Prepare for some shameless self-congratulation: a story I wrote last month was just accepted for publication by Shotgun Honey, an excellent website that features crime/noir/mystery flash fiction.

Why do I care, you might ask, and rightly so.

Answer: you shouldn’t. Unless you’re a writer who is or ever has been in a writing “funk.”

If you are, fear not. I have a solution for what ails you, one that helped me break the cycle of bad writing and even worse moods. (By the way, writers tend to be moody SOBs, or DOBs, if you’re a female scribe. My old man has somewhat charitably labeled me mercurial, which is a college man’s way of saying I’m a moody SOB.)

Oh yeah, back to my point: write a flash fiction piece to help get out of a writer’s funk. Below are some bullet-pointed reasons why.


Benefits of Writing Flash Fiction

  • They’re short. No s—, Sherlock. But yeah, for those who don’t know, flash fiction stories are 1,000 words or less, and that is advantageous, particularly for a novelist struggling to break out of a funk. Because of its abbreviated length, flash fiction is a manageable goal; it’s easy to see the finish line while working on it, and when you finish one, you feel a much-needed sense of accomplishment.
  • They’re stories. Meaning they still must have a recognizable beginning, middle, and end. They must have interesting and dynamic characters. They must, on some level, “mean something.” Sounds similar to a novel, no? Also, flash fiction forces you to focus on the story, on writing a scene or scenes with no fat, no filler, no frills. That, too, will aid in your novel writing, especially those penning fast-paced mystery novels, which is what we here at MMO pride ourselves on writing, and writing well.
  • They’re fun. This is crucial because whenever I’m in a writing funk, I’m definitely not having any fun.
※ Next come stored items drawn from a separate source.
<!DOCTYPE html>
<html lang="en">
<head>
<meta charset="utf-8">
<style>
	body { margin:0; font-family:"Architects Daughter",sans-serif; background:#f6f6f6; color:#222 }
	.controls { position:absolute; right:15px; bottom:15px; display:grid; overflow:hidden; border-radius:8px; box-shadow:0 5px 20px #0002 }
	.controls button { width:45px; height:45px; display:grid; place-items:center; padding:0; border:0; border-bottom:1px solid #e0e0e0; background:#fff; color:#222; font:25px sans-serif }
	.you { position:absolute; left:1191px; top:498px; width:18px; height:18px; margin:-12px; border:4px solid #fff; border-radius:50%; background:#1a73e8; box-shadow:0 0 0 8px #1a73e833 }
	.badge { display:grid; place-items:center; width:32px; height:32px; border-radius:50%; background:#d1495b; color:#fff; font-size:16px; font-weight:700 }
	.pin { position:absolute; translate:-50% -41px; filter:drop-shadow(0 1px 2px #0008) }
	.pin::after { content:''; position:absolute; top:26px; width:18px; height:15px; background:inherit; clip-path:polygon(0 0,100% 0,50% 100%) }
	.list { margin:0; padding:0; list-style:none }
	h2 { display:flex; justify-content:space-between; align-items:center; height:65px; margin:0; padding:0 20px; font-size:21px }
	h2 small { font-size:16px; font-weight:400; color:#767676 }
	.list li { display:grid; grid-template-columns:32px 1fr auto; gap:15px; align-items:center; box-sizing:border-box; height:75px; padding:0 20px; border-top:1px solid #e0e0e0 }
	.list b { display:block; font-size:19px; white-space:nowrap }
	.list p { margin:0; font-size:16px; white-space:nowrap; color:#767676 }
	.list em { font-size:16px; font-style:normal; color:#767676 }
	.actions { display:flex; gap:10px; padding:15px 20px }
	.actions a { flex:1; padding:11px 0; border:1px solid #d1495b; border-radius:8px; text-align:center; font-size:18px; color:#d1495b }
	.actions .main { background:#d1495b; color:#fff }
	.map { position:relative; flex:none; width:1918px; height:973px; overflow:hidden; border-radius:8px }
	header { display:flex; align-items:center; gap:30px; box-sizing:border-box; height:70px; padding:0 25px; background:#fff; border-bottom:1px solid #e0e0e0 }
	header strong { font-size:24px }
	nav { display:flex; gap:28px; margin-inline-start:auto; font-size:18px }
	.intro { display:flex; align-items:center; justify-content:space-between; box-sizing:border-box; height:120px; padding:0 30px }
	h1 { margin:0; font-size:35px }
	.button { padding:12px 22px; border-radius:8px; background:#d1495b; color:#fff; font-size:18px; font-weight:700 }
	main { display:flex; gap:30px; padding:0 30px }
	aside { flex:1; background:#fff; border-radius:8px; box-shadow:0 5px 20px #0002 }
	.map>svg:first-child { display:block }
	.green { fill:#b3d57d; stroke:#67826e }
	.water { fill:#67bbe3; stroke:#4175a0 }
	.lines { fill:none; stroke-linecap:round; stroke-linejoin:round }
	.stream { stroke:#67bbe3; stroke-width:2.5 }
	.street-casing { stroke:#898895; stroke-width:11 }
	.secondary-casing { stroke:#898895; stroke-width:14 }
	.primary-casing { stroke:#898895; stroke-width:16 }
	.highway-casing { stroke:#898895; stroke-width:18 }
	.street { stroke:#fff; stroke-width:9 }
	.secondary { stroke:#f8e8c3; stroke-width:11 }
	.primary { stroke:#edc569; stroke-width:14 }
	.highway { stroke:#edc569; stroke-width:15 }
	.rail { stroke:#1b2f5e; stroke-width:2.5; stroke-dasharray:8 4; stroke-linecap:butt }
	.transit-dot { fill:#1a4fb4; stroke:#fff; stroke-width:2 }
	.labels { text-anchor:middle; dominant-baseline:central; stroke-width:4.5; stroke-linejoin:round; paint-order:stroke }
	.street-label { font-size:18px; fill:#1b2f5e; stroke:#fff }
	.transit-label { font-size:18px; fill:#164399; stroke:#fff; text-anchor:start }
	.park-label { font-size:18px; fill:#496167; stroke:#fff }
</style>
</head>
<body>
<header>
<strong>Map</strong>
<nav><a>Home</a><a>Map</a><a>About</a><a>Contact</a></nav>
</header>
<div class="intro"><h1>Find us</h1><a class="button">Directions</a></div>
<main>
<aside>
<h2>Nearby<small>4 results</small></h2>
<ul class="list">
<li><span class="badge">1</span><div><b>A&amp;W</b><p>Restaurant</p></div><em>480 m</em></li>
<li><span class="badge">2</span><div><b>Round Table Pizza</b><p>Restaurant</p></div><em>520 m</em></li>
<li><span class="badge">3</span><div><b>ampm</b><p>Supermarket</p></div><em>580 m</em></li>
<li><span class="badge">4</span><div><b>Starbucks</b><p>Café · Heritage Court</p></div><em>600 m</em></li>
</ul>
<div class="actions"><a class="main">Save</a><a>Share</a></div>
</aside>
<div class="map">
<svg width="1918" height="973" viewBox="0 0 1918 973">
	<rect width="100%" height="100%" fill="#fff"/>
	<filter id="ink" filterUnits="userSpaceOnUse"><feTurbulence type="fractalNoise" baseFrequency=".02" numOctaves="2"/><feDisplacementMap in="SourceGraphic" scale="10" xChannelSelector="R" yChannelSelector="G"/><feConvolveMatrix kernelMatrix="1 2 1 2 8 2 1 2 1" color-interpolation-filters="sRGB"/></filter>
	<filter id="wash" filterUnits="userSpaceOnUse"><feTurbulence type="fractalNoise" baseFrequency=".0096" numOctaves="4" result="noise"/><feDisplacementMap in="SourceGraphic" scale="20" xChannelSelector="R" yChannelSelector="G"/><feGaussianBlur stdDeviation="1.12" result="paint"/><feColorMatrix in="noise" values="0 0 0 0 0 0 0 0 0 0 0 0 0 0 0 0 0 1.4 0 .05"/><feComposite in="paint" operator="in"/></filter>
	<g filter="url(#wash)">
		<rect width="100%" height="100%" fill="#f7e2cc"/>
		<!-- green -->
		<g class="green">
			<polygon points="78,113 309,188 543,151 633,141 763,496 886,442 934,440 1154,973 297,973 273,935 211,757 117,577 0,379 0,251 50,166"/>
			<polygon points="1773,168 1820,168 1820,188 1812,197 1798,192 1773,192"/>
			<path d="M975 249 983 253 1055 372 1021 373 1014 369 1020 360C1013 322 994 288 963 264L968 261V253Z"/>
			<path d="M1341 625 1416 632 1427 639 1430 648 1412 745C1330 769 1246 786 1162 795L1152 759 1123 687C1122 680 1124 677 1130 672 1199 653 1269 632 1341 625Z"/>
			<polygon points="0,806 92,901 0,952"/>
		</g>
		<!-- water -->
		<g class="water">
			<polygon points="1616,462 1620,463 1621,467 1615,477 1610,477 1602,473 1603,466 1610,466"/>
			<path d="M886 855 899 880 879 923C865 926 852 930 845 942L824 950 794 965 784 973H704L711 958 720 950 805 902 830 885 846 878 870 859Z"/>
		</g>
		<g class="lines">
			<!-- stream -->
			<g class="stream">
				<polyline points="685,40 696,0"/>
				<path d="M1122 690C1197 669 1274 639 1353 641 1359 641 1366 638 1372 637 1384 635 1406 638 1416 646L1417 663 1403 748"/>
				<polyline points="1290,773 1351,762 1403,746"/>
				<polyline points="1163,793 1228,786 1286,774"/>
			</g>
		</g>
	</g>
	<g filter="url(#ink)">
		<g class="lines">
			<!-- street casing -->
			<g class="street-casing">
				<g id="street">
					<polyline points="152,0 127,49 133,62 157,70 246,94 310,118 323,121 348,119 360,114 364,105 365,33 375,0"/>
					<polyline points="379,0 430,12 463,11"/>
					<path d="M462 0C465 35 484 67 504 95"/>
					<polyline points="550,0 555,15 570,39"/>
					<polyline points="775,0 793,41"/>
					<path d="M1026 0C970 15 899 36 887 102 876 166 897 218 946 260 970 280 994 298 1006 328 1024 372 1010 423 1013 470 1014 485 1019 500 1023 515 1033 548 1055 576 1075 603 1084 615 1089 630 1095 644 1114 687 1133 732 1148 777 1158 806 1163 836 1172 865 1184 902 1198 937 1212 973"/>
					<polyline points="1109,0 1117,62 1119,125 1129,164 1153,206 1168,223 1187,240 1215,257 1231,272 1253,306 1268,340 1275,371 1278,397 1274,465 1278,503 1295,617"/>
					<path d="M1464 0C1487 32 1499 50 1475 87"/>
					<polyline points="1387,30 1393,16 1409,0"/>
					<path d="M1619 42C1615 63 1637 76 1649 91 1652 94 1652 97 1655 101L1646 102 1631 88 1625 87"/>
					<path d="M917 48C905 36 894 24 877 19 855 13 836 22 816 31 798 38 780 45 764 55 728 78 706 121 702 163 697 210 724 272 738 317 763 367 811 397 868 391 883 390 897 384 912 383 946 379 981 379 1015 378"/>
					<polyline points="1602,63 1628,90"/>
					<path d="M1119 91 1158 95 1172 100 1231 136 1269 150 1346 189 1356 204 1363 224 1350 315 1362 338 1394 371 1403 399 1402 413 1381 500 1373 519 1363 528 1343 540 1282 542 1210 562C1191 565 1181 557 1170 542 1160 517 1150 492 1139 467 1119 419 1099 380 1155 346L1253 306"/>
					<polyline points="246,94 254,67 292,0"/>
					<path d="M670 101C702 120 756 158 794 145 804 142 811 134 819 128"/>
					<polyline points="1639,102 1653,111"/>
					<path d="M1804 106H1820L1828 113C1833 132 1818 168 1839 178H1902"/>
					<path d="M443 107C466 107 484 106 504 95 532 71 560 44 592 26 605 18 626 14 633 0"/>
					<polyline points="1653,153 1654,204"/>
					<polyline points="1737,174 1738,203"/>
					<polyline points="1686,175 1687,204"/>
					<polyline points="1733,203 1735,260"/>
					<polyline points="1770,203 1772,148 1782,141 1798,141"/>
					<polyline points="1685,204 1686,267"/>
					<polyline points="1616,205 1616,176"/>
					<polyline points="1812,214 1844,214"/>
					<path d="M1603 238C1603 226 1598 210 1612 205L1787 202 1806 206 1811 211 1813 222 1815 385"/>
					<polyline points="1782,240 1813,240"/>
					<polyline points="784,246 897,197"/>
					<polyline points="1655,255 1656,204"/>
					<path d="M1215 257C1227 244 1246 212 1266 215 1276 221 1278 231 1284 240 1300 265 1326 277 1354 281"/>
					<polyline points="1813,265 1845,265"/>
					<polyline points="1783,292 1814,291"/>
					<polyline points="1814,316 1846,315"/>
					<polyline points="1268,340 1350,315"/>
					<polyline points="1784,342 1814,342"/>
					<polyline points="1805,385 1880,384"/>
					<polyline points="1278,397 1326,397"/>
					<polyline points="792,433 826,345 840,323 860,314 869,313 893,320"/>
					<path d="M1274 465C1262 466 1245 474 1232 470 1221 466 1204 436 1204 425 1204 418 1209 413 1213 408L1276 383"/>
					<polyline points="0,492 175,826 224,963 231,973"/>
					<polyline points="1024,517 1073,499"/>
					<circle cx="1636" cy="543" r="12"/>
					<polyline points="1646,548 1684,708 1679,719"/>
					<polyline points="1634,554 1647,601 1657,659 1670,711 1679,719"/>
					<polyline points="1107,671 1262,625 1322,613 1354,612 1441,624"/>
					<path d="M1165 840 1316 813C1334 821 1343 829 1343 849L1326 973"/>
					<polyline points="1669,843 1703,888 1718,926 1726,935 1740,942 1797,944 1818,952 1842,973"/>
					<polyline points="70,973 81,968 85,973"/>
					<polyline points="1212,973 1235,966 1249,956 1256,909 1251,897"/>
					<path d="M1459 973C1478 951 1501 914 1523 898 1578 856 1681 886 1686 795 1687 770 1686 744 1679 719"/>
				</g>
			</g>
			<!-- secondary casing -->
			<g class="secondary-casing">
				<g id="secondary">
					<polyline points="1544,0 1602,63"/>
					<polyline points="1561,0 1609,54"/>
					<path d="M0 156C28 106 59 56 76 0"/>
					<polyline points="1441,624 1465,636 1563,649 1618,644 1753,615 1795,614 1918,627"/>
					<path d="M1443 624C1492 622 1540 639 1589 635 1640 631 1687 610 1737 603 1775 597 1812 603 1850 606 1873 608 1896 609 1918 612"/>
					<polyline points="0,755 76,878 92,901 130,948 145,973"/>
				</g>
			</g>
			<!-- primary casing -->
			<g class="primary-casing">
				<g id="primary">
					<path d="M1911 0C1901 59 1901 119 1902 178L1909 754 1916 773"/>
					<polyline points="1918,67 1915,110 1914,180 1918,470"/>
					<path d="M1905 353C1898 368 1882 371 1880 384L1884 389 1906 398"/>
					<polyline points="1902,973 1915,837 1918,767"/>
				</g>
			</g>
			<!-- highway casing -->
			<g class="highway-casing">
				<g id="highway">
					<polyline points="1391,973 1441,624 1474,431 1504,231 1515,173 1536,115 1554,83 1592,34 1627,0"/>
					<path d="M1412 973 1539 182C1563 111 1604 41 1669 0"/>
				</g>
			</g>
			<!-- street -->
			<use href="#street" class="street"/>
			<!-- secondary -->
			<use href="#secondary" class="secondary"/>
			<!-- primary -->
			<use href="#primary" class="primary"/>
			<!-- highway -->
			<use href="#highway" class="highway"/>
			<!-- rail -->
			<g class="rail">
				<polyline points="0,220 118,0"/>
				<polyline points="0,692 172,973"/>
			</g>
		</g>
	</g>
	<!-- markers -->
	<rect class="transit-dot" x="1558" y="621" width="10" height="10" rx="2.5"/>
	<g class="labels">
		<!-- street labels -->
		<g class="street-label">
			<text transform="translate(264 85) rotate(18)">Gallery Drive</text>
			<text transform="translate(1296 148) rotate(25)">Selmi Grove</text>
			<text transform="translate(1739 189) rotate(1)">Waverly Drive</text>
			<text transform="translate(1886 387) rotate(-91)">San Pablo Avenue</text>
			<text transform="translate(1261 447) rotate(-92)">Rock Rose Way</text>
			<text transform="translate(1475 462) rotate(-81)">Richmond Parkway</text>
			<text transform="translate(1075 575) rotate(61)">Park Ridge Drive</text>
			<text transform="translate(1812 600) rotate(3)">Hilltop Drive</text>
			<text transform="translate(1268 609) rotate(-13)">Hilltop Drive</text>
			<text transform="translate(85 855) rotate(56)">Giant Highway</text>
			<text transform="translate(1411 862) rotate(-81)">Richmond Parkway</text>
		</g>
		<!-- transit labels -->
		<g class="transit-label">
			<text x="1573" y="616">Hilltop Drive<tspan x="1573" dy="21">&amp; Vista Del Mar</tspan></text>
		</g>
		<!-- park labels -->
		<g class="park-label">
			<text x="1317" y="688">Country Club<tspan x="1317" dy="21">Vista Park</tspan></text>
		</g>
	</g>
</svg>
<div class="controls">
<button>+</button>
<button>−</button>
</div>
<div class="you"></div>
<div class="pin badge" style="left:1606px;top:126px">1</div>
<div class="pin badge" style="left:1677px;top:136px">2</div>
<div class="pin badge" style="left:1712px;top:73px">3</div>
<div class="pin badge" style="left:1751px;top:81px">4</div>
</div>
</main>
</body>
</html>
I get bogged down on deadlines and bad reviews; I shrink under the weight of self-doubt, and whenever I wrote my flash fiction piece, all of that crap went away, and I had fun writing again, which is why I started this hobby in the first place.

So give it try. Write a flash fiction piece. Best part is, if it sucks, at least it didn’t take that long to write.



7 thoughts on “SlumpBusters: An Obscure Mystery Novelist Recommends Flash Fiction for Getting Out of a Writing Funk

  1. Congrats on getting the story accepted, Max! I was thinking about what to write for yesterday’s post and the story you’d submitted to Shotgun Honey came to mind. So, I wrote M-Y-S-T-E-R-Y and posted it here. I wasn’t thinking Flash Fiction in particular, just a short-short mystery. The result? I felt like a writer again! It’s the first piece of fiction I’ve written in months (been spending all my time promoting–I HATE promoting–the latest Mac mystery). Excellent post, and odd that it had already inspired me to write a short before you mentioned it here. Must be Karma, or “great minds think alike!” 🙂

    Liked by 1 person

  2. I have never understood “flash fiction.” Thank you for a reasonable and understandable explanation. Somehow all the other definitions I’ve seen make it seem like an esoteric haiku! So, a thousand words to play with – not a bad deal. That sounds like fun!

    Big congratulations on Shotgun Honey. I’m off to read it.

    Liked by 1 person

  3. You’re so right, Max. Flash fiction is a great medium for so many things…testing a new character, playing with POV, using a plot unworthy of an entire novel, I could go on and on. And it’s addictive. I’m always working on a new piece in between writing my latest novel. Congrats on Shotgun Honey!!!